Dom Rafael 2010: Alicante Bouschet, Trincadeira, Aragonez e Castelão. Vinho muito novo e cheio de garra, muito Alicante Bouschet a marcar território, todo ele cheio de fruta silvestre (amora) com toques de mentol e compota, especiaria fina. A madeira ainda se faz notar o que pede tempo para se aconchegar, na boca com boa frescura, harmonia com a prova de nariz, sólido e bastante frutado, conjunto com muita vivacidade, taninos presentes em mediano final. Preço a rondar os 7,50€.(Junho 2012) 89pts
Dom Rafael branco 2011: Antão Vaz, Arinto e Perrum. Aroma refrescante com bastante fruta entre citrinos e notas de ananás, flores e algum travo mineral em fundo, todo ele simples, fresco de bom envolvimento e pronto a dar prazer. Na boca tem boa presença, tem gordura da fruta com energia e vivacidade, fruta sólida, algum vegetal e frescura em bom final. Preço ronda os 6,40€ (Junho 2012) 90pts
Ponte das Canas 2009: Alicante Bouschet, Touriga Nacional, Touriga Franca e Syrah. É por assim dizer o vinho mais moderno do Mouchão, torna-se mais guloso e de fácil abordagem, mais puxado na fruta escura com doçura de uma geleia fresca a ligar todo o conjunto, mentol, bombom de cereja, especiaria e o toque da madeira a dizer que está bastante novo ainda. Boca com frescura e a mostrar alguma suavidade, mostra algum peso entre fruta/madeira/álcool que deverá passar com algum tempo, serenar o espírito faz sempre muita falta. Revela-se algo explosivo, com secura de taninos, pimenta, cacau, mentol e tabaco seco no fundo. Preço ronda os 15€ (Junho 2012) 91pts
Ponte das Canas 2006: Touriga Franca, Touriga Nacional, Syrah e Alicante Bouschet. Todo o conjunto aromático bem delineado, fruta madura e redonda com frescura, chocolate, mentol, especiaria, novamente um toque de mentol, flores, tudo muito bem concentrado com a madeira bem inserida, ao mesmo tempo concentrado. Boca começa por ter a fruta muito presente, tudo em harmonia com a prova de nariz, ganha algum peso com o tempo no copo e aumento de temperatura que resulta num pico de álcool algo desajustado. Não havia necessidade... Preço ronda os 15€ (Junho 2012) 89 pts
Mouchão 2007: Alicante Bouschet e Trincadeira. Ainda vai tardar em chegar ao mercado, talvez no final do ano, o vinho neste momento está ainda cru mas uma delícia, rebelde e pleno de irreverente com muita fruta madura e fresca, toda ela bem desenhada e em 3D, depois o toque de eucalipto, a pimenta preta, a pasta de azeitona, muita rebeldia de um conjunto fantástico a mostrar alguma rusticidade, secura na boca que nos enche o palato, marcante nos aromas e sabores. Grandioso final neste enorme Mouchão. Preço n/d (Junho 2012) 94-96 pts
Mouchão 2006: Mais um ano em que tantos se deram mal mas para estes lados parece que são imunes a essas coisas, ainda bem, este 2006 é um Mouchão bem definido, tem a concentração a opulência, talvez um pouco mais cheio mas com uma frescura muito bem colocada, não chega a ser guloso mas dá uma prova de grande gabarito no imediato ainda com alguma madeira presente mas polida. Mostra vigor, ameixa madura, especiaria, com tempo liberta aquelas bonitas notas de eucalipto/menta, esteva, tanto para crescer que se nota na boca com taninos a pedir garrafa.

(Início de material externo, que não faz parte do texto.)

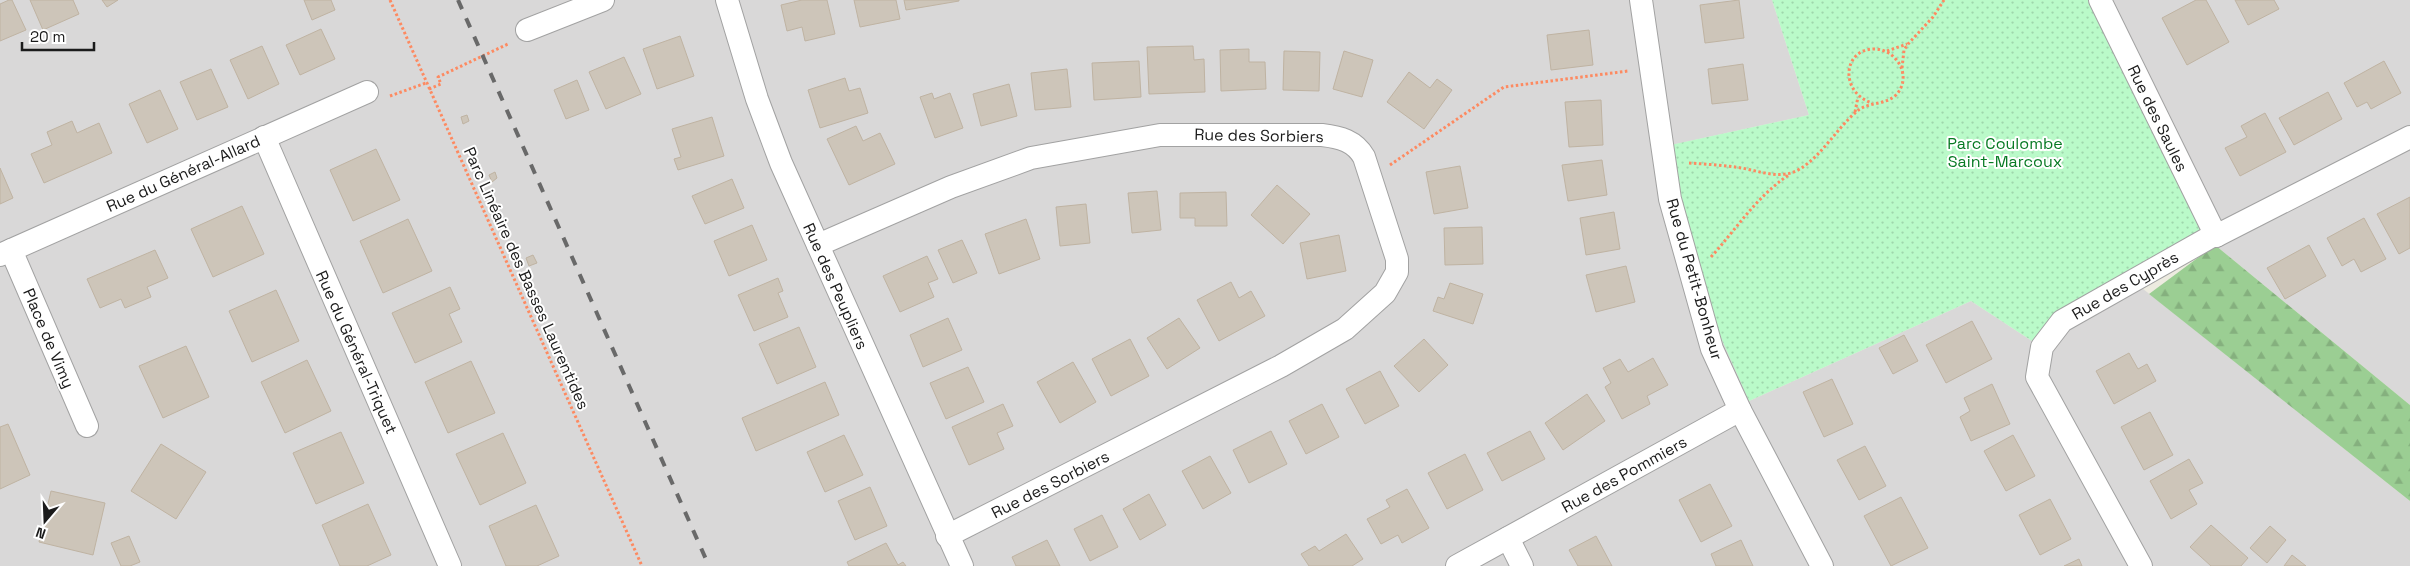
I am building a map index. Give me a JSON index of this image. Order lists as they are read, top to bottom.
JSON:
{
  "streets": {
    "street": [
      "Rue des Saules",
      "Rue des Sorbiers",
      "Rue du Général-Allard",
      "Rue du Petit-Bonheur",
      "Rue des Cyprès",
      "Rue des Peupliers",
      "Place de Vimy",
      "Rue du Général-Triquet",
      "Rue des Pommiers"
    ],
    "path": ["Parc Linéaire des Basses Laurentides"]
  },
  "crossings": [
    ["Rue des Saules", "Rue des Cyprès"],
    ["Rue des Sorbiers", "Rue des Peupliers"],
    ["Rue du Général-Allard", "Place de Vimy"],
    ["Rue du Général-Allard", "Rue du Général-Triquet"],
    ["Rue du Petit-Bonheur", "Rue des Pommiers"]
  ],
  "parks": ["Parc Coulombe Saint-Marcoux"],
  "scale_bar": "20 m",
  "north": "bottom"
}
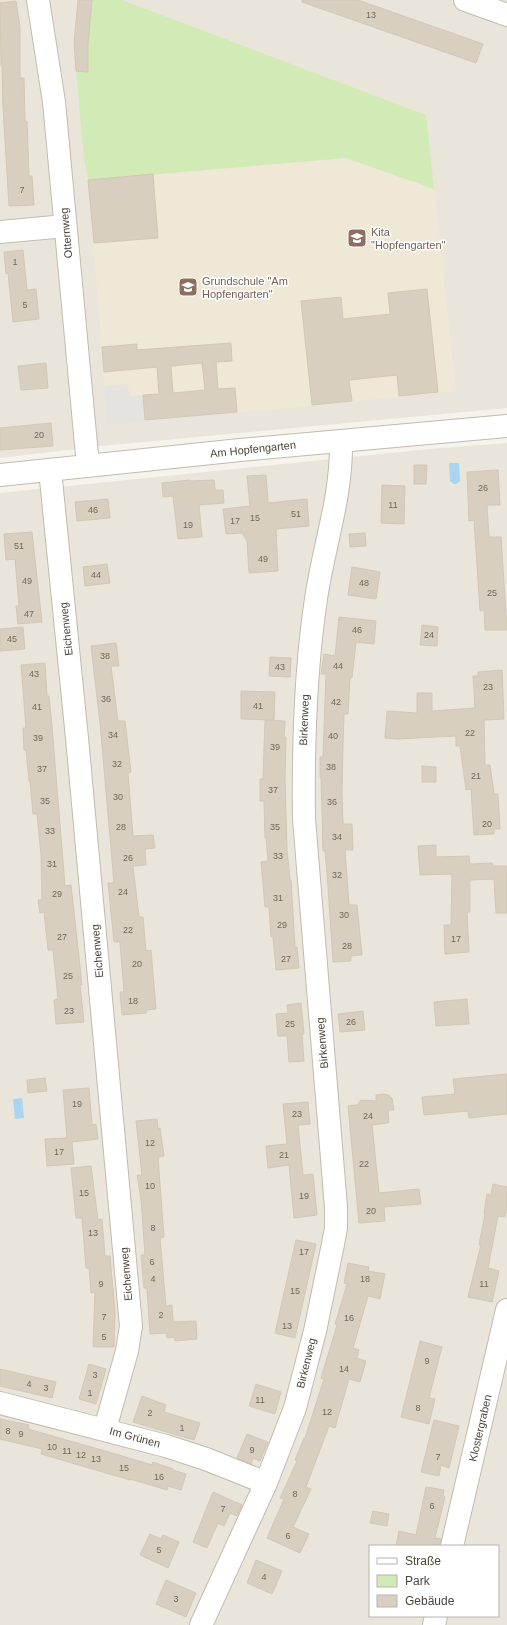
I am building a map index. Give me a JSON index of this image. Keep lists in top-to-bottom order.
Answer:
{
  "streets": {
    "street": [
      "Otternweg",
      "Am Hopfengarten",
      "Eichenweg",
      "Birkenweg",
      "Klostergraben",
      "Im Grünen"
    ]
  },
  "crossings": [
    ["Otternweg", "Am Hopfengarten"],
    ["Am Hopfengarten", "Eichenweg"],
    ["Am Hopfengarten", "Birkenweg"],
    ["Eichenweg", "Im Grünen"],
    ["Birkenweg", "Im Grünen"]
  ],
  "places": {
    "school or university": ["Kita \"Hopfengarten\"", "Grundschule \"Am Hopfengarten\""]
  },
  "house_numbers": [
    "13",
    "7",
    "1",
    "5",
    "20",
    "26",
    "11",
    "46",
    "51",
    "15",
    "17",
    "19",
    "51",
    "49",
    "44",
    "49",
    "48",
    "25",
    "47",
    "46",
    "24",
    "45",
    "38",
    "44",
    "43",
    "43",
    "23",
    "36",
    "42",
    "41",
    "41",
    "22",
    "34",
    "40",
    "39",
    "39",
    "32",
    "38",
    "37",
    "21",
    "37",
    "30",
    "35",
    "36",
    "20",
    "28",
    "35",
    "33",
    "34",
    "33",
    "26",
    "31",
    "32",
    "24",
    "29",
    "31",
    "30",
    "29",
    "22",
    "27",
    "17",
    "28",
    "27",
    "20",
    "25",
    "18",
    "23",
    "26",
    "25",
    "19",
    "23",
    "24",
    "12",
    "17",
    "21",
    "22",
    "10",
    "15",
    "19",
    "20",
    "8",
    "13",
    "17",
    "6",
    "4",
    "18",
    "9",
    "11",
    "15",
    "2",
    "7",
    "16",
    "13",
    "5",
    "9",
    "14",
    "3",
    "4",
    "3",
    "1",
    "11",
    "8",
    "12",
    "2",
    "1",
    "8",
    "9",
    "10",
    "9",
    "11",
    "12",
    "7",
    "13",
    "15",
    "16",
    "8",
    "6",
    "7",
    "6",
    "5",
    "4",
    "3"
  ],
  "legend": ["Straße", "Park", "Gebäude"]
}
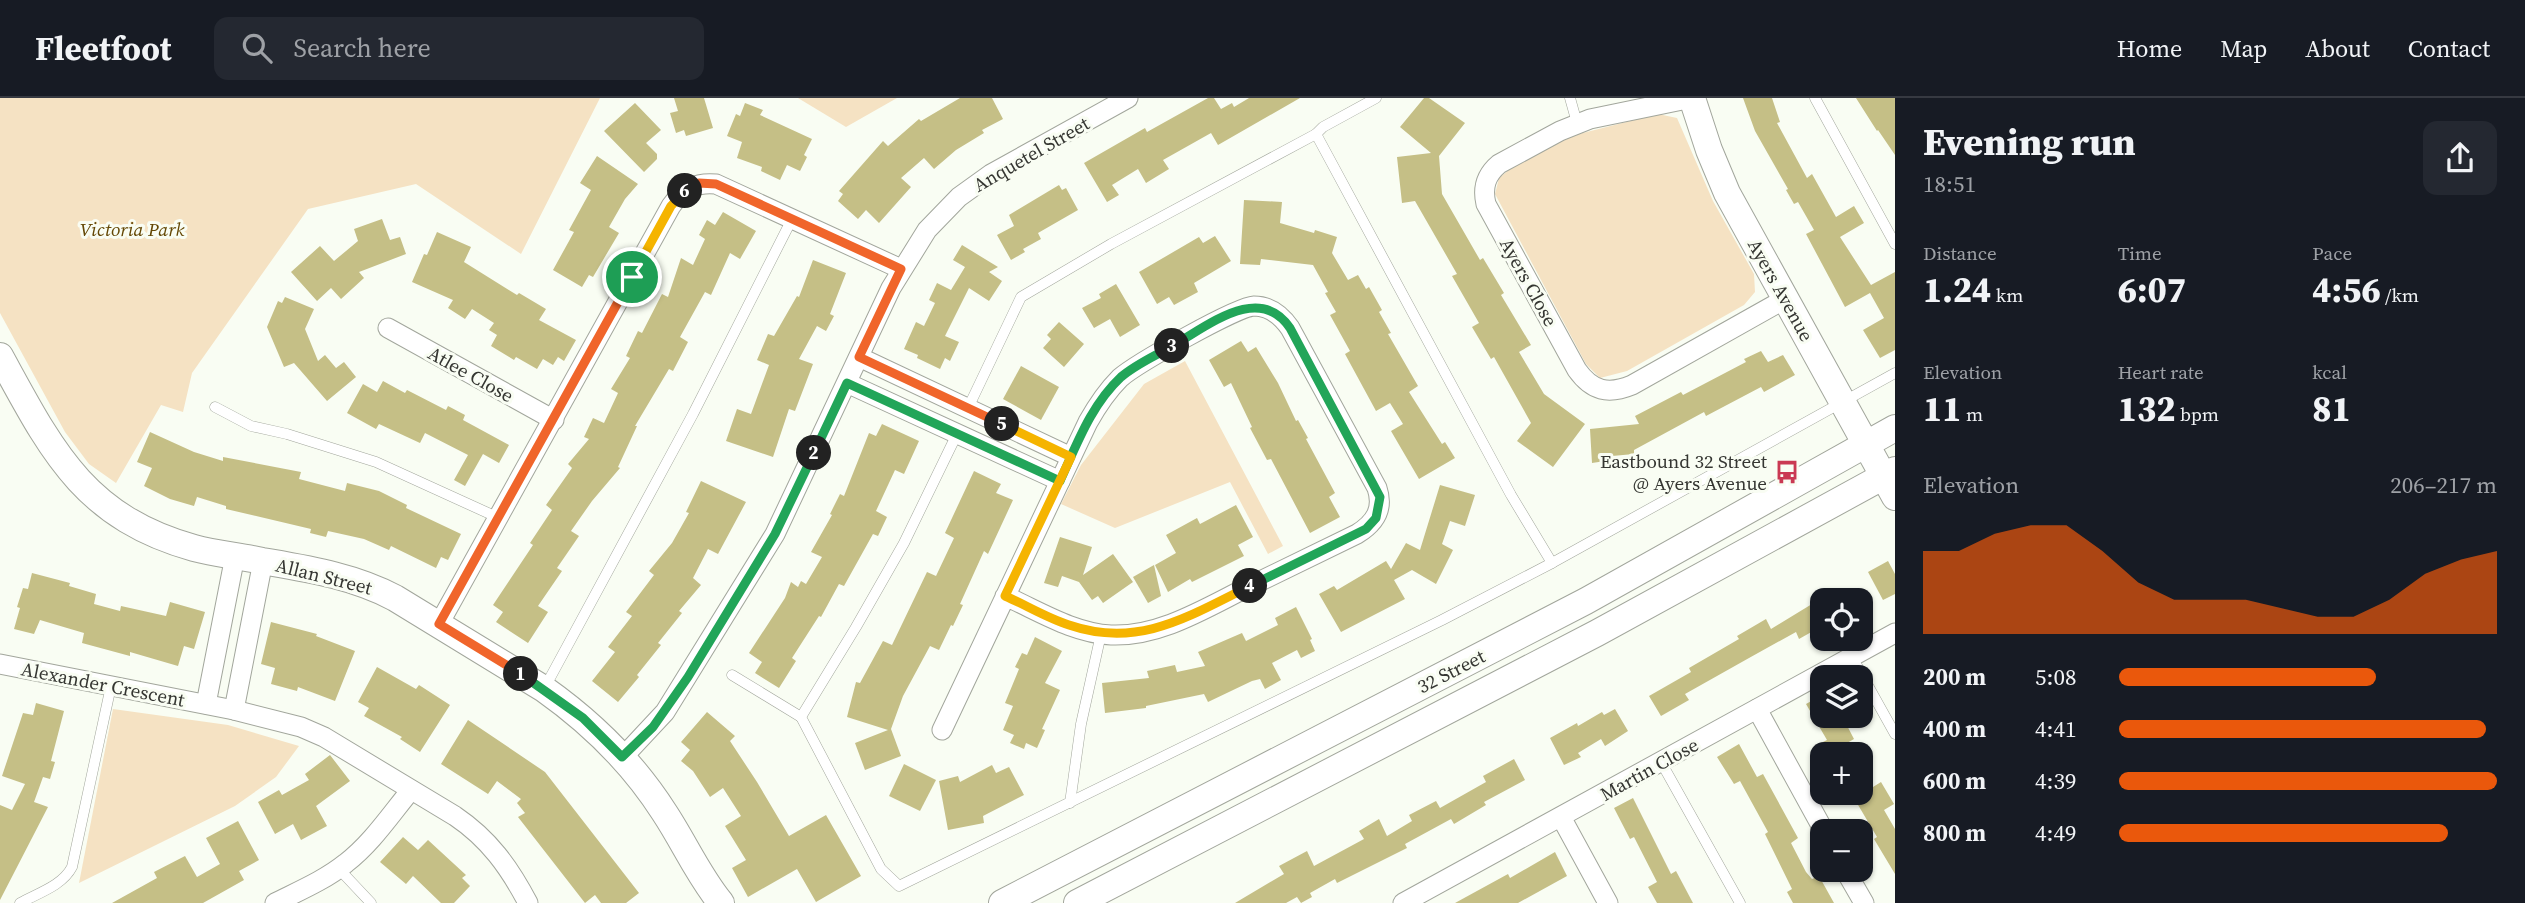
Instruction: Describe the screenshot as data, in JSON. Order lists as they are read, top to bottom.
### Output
{
  "streets": {
    "main road": ["Ayers Avenue", "Allan Street", "32 Street"],
    "street": [
      "Anquetel Street",
      "Ayers Close",
      "Atlee Close",
      "Alexander Crescent",
      "Martin Close"
    ]
  },
  "crossings": [
    ["Anquetel Street", "Allan Street"],
    ["Ayers Close", "Ayers Avenue"],
    ["Ayers Avenue", "32 Street"],
    ["Allan Street", "Alexander Crescent"]
  ],
  "parks": ["Victoria Park"],
  "places": {
    "bus stop": ["Eastbound 32 Street @ Ayers Avenue"]
  },
  "page": {
    "header": "Fleetfoot",
    "search": "Search here",
    "nav": [
      "Home",
      "Map",
      "About",
      "Contact"
    ],
    "heading": ["Evening run", "18:51"],
    "pins": [
      "6",
      "3",
      "5",
      "2",
      "4",
      "1"
    ],
    "stats": [
      ["Distance", "1.24 km"],
      ["Time", "6:07"],
      ["Pace", "4:56 /km"],
      ["Elevation", "11 m"],
      ["Heart rate", "132 bpm"],
      ["kcal", "81"]
    ],
    "chart": ["Elevation", "206–217 m"],
    "map_buttons": ["+", "−"],
    "list": [
      {
        "name": "200 m",
        "note": "5:08"
      },
      {
        "name": "400 m",
        "note": "4:41"
      },
      {
        "name": "600 m",
        "note": "4:39"
      },
      {
        "name": "800 m",
        "note": "4:49"
      }
    ]
  }
}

Preço ronda os 30€ (Junho 2012) - 95 pts
Preço ronda os 30€ (Junho 2012) - 95 pts
Mouchão 2002: Nariz clássico da casa, depois varia ligeiramente nas suas nuances conforme o ano em causa. É mais um vinho de 2002 a entrar directamente para o top. Conjunto com nervo, raça, ameixa de sempre a dizer presente, ameixa preta gorda e sumarenta, fresca, com eucalipto tal como a complexidade, fino e fresco, com aquela rusticidade tão boa e que lhe fica tão bem, pasta de azeitona, amora mais o vegetal seco, a especiaria, madeira plenamente integrada. Na boca envolvente e macio, afinado com boa frescura, vegetal e especiado, ao mesmo tempo é arredondado e fresco, enche o palato com bom trato, sabor a fruta que se trinca em final longo. Preço ronda os 45€ (Junho 2012) 94 pts
Mouchão 1984: É daqueles vinhos que nos metem a pensar, que precisa de tempo tanto ele como nós para conseguir desembrulhar toda aquela fina complexidade que encerra. A idade não perdoa e já mostra sinais da passagem do tempo, tonalidade muito bonita ainda a mostrar laivos rubi bem vivos. A fruta formato ameixa e amora quase toda ele em passa, alguma ainda brinca como se fosse ontem que foi lá parar, depois são os majestosos terciários a tomar conta do cenário, couro, café, especiaria fina, caril, vegetal seco (folha de eucalipto) e algum terroso, algum licor pelo meio a dar mais um ar de graça num vinho fino e elegante. Na boca é fresquinho, algo seco, pecando ligeiramente na falta de vivacidade da fruta, toque austero da Alicante Bouschet...nunca se esquece dele, repete por momentos o encontrado pelo nariz, perdeu a pujança dos mais novos, mais macio e com evolução de 28 anos de vida. Final de mediana persistência.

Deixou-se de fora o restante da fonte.